12. Limitation of Liability

THE TOTAL AGGREGATE LIABILITY OF EITHER PARTY TOWARDS THE OTHER PARTY, HOWSOEVER ARISING, UNDER OR IN CONNECTION WITH THE AGREEMENT, THIS DPA AND THE SCCS (IF AND AS THEY APPLY) WILL UNDER NO CIRCUMSTANCES EXCEED ANY LIMITATIONS OR CAPS ON, AND SHALL BE SUBJECT TO ANY EXCLUSIONS OF, LIABILITY AND LOSS AGREED BY THE PARTIES IN THE AGREEMENT; PROVIDED THAT, NOTHING IN THIS SECTION WILL AFFECT ANY PERSON’S LIABILITY TO DATA SUBJECTS UNDER THE THIRD-PARTY BENEFICIARY PROVISIONS OF THE SCCS (IF AND AS THEY APPLY).

Annex 1: Data Processing Details

Provider / ‘Data Importer’ Details

  • Name: Paper is a U.S. corporation
  • Address: 6789 Quail Hill Parkway #2017, Irvine, CA 92603
  • Contact Details for Data Protection: operations@paper.design
  • Provider Activities: Provider is a developer and operator of a collaborative digital design platform that enables users to create visual content and connect teams, third-party AI agents, code, and data.
  • Role: Processor (and Controller of Service Data)

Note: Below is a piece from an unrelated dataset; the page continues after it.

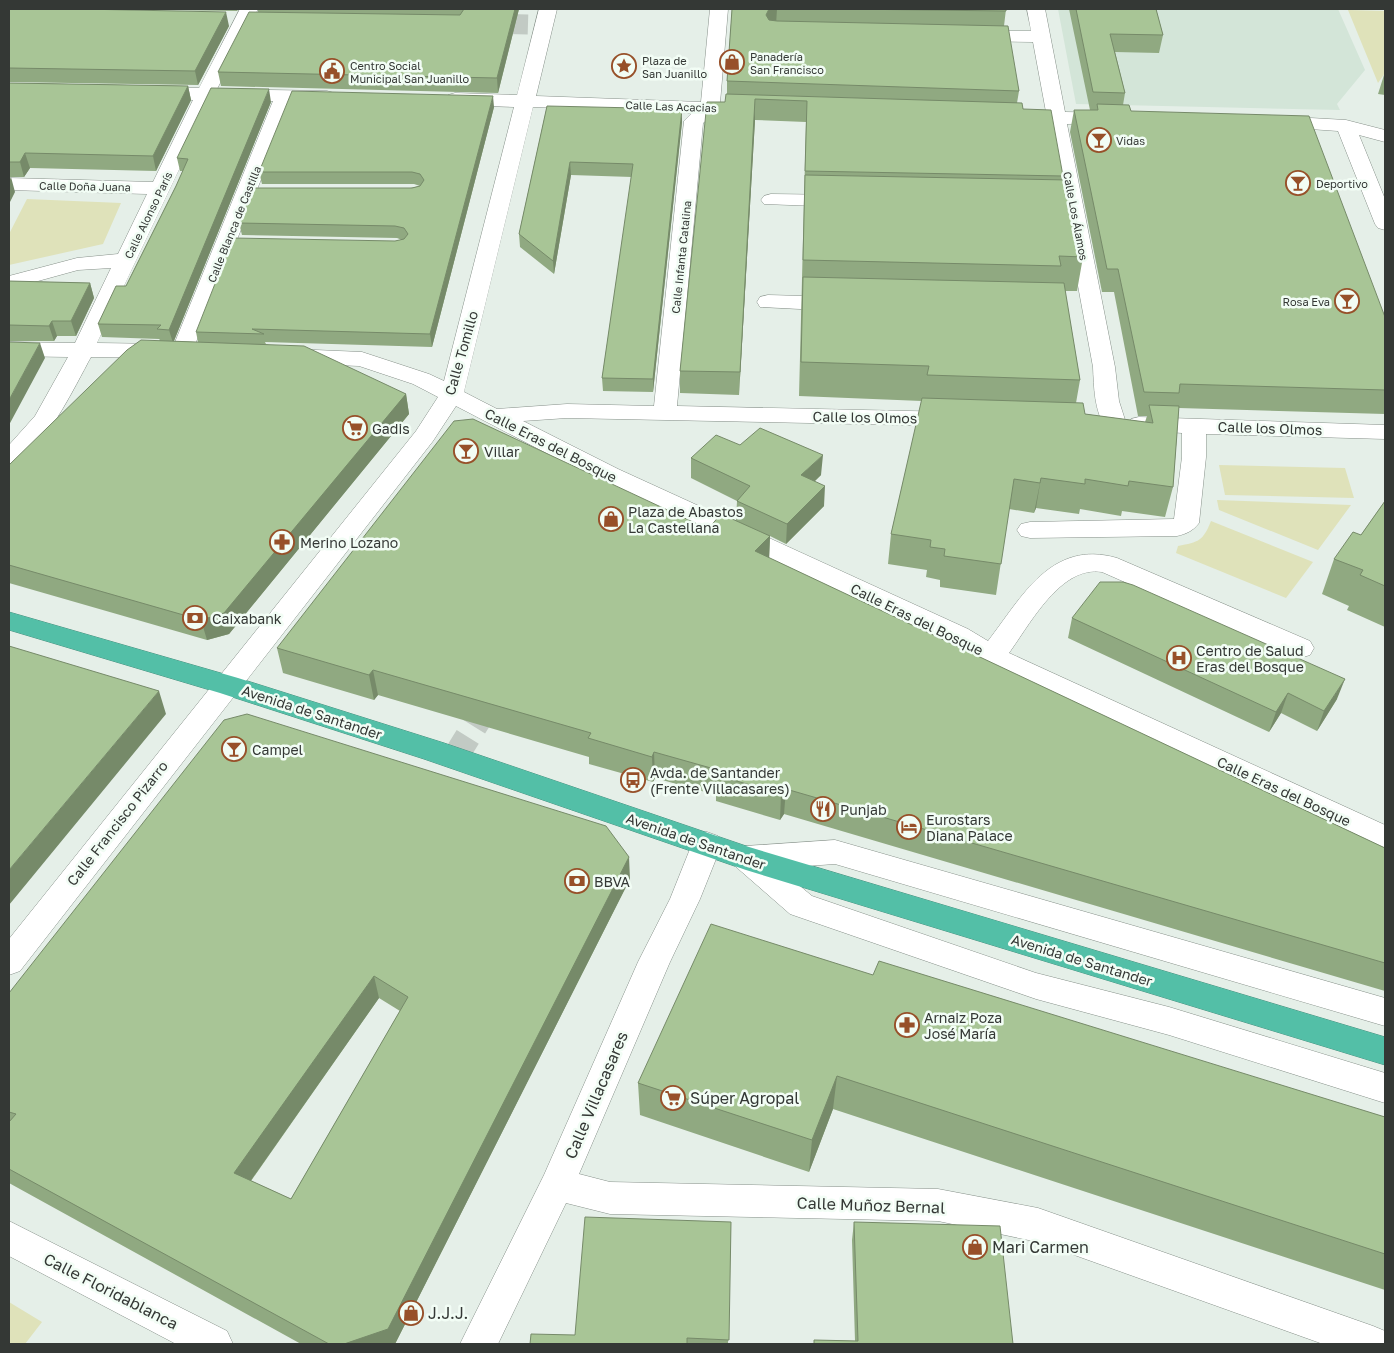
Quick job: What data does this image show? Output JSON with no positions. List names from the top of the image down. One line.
{"streets":{"highway":["Avenida de Santander"],"street":["Calle Las Acacias","Calle Doña Juana","Calle Alonso París","Calle Los Álamos","Calle Blanca de Castilla","Calle Infanta Catalina","Calle Tomillo","Calle los Olmos","Calle Eras del Bosque","Calle Francisco Pizarro","Calle Villacasares","Calle Muñoz Bernal","Calle Floridablanca"]},"crossings":[["Calle Las Acacias","Calle Infanta Catalina"],["Calle Las Acacias","Calle Tomillo"],["Calle Doña Juana","Calle Alonso París"],["Calle Los Álamos","Calle los Olmos"],["Calle Infanta Catalina","Calle los Olmos"],["Calle Tomillo","Calle Eras del Bosque"],["Calle Tomillo","Avenida de Santander"],["Calle Tomillo","Calle Francisco Pizarro"],["Calle los Olmos","Calle Eras del Bosque"],["Avenida de Santander","Calle Francisco Pizarro"],["Avenida de Santander","Calle Villacasares"],["Calle Villacasares","Calle Muñoz Bernal"]],"places":{"shop":["Panadería San Francisco","Plaza de Abastos La Castellana","Mari Carmen","J.J.J."],"place":["Plaza de San Juanillo"],"public building":["Centro Social Municipal San Juanillo"],"bar":["Vidas","Deportivo","Rosa Eva","Villar","Campel"],"supermarket":["Gadis","Súper Agropal"],"pharmacy":["Merino Lozano","Arnaiz Poza José María"],"bank":["Caixabank","BBVA"],"hospital":["Centro de Salud Eras del Bosque"],"bus stop":["Avda. de Santander (Frente Villacasares)"],"restaurant":["Punjab"],"hotel":["Eurostars Diana Palace"]}}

Customer / ‘Data Exporter’ Details

  • Name: The entity or other person who is a counterparty to the Agreement
  • Customer’s address is: [INSERT]
  • Customer’s Contact Details for Data Protection: [Role] [Email]
  • Customer Activities: Customer’s activities relevant to this DPA are the use and receipt of the Services under and in accordance with, and for the purposes anticipated and permitted in, the Agreement as part of its ongoing business operations.
  • Role: Controller

Categories of Data Subjects and Personal Data

Relevant Data Subjects include any Data Subjects of Personal Data that Customer causes Provider to process as part of the provisions of the Service, including Authorized Users, employees, job candidates, and customers.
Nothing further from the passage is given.